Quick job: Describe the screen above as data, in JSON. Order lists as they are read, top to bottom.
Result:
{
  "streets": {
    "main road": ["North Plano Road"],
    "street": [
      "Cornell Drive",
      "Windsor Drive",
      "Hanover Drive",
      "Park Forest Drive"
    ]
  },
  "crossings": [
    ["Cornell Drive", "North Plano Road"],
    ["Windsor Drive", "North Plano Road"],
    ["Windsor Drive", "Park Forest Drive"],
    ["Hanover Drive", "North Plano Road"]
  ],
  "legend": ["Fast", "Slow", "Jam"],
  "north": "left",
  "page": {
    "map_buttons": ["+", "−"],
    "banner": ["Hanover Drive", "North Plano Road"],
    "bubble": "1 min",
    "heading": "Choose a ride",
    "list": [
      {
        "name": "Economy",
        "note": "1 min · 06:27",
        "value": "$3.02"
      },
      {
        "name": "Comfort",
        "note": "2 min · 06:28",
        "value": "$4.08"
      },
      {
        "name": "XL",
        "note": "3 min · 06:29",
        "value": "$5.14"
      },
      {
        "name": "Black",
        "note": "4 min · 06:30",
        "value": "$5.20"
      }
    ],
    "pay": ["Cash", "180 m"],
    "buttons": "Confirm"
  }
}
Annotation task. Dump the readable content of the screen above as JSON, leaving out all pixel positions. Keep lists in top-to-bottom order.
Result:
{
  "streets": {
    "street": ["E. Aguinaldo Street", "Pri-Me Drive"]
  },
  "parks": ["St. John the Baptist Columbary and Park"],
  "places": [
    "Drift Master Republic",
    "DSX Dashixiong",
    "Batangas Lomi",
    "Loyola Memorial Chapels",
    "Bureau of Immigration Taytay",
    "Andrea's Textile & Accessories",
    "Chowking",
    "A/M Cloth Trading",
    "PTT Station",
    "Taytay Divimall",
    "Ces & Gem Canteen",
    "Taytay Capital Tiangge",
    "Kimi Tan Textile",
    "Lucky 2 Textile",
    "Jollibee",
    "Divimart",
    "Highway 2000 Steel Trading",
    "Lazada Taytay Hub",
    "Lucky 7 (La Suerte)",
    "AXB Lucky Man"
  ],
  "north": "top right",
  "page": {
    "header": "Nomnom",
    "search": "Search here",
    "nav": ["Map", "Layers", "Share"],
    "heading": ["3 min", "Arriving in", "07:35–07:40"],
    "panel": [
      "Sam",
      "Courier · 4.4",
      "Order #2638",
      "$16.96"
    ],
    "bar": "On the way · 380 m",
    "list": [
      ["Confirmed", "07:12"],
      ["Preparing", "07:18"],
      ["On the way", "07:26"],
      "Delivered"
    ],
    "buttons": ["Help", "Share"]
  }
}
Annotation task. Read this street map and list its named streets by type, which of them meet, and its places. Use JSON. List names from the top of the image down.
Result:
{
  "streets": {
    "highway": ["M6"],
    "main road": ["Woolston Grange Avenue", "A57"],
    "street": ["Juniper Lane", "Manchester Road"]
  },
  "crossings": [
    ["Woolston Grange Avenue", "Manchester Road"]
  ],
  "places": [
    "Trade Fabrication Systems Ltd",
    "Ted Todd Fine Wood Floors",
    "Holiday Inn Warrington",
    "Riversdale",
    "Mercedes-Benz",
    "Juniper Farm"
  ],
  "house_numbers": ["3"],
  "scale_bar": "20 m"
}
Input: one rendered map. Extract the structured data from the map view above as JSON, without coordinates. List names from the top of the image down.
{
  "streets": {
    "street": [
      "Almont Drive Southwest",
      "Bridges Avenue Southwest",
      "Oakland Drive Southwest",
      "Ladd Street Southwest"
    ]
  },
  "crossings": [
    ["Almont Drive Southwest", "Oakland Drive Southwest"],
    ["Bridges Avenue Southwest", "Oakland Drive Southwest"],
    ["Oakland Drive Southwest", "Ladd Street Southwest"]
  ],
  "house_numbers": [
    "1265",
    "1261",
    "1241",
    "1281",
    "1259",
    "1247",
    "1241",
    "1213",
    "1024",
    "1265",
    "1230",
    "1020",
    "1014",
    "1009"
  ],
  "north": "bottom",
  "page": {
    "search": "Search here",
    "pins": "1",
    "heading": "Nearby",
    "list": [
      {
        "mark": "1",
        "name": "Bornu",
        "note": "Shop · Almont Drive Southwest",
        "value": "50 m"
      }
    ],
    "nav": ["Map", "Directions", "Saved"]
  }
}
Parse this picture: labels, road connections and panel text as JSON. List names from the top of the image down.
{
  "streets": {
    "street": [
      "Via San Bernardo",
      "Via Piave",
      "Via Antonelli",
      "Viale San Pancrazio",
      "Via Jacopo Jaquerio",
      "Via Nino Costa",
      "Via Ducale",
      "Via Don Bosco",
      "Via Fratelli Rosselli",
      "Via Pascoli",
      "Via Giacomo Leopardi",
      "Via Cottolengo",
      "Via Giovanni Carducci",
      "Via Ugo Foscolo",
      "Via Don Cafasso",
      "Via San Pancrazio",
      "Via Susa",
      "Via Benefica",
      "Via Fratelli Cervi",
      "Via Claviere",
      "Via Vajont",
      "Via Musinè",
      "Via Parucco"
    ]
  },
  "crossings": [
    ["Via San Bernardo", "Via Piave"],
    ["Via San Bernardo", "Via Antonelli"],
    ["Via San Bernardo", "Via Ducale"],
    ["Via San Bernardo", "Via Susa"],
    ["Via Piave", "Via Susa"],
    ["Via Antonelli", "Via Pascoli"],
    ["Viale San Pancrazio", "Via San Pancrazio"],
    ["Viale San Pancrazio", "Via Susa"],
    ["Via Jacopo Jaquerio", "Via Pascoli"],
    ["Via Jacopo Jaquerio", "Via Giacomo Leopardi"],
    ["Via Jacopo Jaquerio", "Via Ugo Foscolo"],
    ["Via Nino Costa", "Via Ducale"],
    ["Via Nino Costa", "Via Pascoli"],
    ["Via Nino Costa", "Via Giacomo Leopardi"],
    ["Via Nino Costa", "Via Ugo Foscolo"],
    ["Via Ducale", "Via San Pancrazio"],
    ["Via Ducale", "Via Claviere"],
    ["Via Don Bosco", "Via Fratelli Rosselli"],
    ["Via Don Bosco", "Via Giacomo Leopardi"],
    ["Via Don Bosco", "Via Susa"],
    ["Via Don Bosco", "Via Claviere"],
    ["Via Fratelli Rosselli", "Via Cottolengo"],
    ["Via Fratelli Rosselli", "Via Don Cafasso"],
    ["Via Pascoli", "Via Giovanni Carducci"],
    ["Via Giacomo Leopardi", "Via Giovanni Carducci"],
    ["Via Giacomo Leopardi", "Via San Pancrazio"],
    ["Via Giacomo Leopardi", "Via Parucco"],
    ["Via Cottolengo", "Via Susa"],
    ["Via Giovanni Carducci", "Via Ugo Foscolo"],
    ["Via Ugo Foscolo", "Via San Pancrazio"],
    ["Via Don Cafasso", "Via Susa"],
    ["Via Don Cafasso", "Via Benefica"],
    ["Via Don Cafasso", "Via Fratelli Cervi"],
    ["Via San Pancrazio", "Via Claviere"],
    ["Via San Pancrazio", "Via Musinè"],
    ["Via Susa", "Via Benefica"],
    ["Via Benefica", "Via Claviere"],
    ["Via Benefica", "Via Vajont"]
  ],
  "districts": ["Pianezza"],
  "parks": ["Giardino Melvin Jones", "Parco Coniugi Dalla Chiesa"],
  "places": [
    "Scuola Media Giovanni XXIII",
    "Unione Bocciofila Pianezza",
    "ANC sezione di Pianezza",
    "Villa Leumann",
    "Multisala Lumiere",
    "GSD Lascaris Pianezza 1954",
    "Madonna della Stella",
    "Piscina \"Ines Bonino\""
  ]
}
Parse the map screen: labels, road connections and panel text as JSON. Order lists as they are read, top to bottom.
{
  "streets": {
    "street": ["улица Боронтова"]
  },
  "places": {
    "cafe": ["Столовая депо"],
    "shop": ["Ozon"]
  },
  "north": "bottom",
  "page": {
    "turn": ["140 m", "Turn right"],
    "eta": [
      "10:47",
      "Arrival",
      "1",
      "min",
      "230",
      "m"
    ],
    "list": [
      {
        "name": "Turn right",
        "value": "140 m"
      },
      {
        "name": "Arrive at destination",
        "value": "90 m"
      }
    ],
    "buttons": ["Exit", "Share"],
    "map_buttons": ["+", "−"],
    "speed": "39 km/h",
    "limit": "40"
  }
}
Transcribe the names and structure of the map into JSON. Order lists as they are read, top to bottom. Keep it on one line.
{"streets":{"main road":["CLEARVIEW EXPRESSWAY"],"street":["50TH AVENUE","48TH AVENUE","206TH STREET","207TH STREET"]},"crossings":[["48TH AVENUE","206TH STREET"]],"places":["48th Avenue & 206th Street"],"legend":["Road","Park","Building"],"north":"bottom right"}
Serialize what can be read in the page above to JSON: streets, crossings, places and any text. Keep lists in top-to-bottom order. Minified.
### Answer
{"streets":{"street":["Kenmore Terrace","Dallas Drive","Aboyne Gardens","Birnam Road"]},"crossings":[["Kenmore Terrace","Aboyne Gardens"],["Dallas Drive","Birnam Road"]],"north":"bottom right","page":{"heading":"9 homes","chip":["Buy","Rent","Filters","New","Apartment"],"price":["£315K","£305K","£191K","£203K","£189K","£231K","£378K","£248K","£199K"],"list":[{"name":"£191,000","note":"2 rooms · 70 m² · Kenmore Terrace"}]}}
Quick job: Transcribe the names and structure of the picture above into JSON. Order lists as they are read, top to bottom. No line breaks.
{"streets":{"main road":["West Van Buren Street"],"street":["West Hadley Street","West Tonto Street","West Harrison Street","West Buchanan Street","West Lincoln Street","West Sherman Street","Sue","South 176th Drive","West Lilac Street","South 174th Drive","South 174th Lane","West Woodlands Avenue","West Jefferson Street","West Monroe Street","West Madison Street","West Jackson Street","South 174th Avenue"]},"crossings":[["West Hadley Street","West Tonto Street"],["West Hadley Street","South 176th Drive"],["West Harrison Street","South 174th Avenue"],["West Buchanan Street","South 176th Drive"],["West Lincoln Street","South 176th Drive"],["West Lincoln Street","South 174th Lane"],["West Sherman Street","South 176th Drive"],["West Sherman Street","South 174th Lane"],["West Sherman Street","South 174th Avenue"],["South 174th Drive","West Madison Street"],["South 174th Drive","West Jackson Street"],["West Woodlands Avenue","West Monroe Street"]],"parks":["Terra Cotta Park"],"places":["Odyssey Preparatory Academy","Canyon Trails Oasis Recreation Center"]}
+ + + + +
● Exercise goal:
Would you please return all lines of the data that include the word "Ducale"?

● The answer:
      "Via Ducale",
    ["Via San Bernardo", "Via Ducale"],
    ["Via Nino Costa", "Via Ducale"],
    ["Via Ducale", "Via San Pancrazio"],
    ["Via Ducale", "Via Claviere"],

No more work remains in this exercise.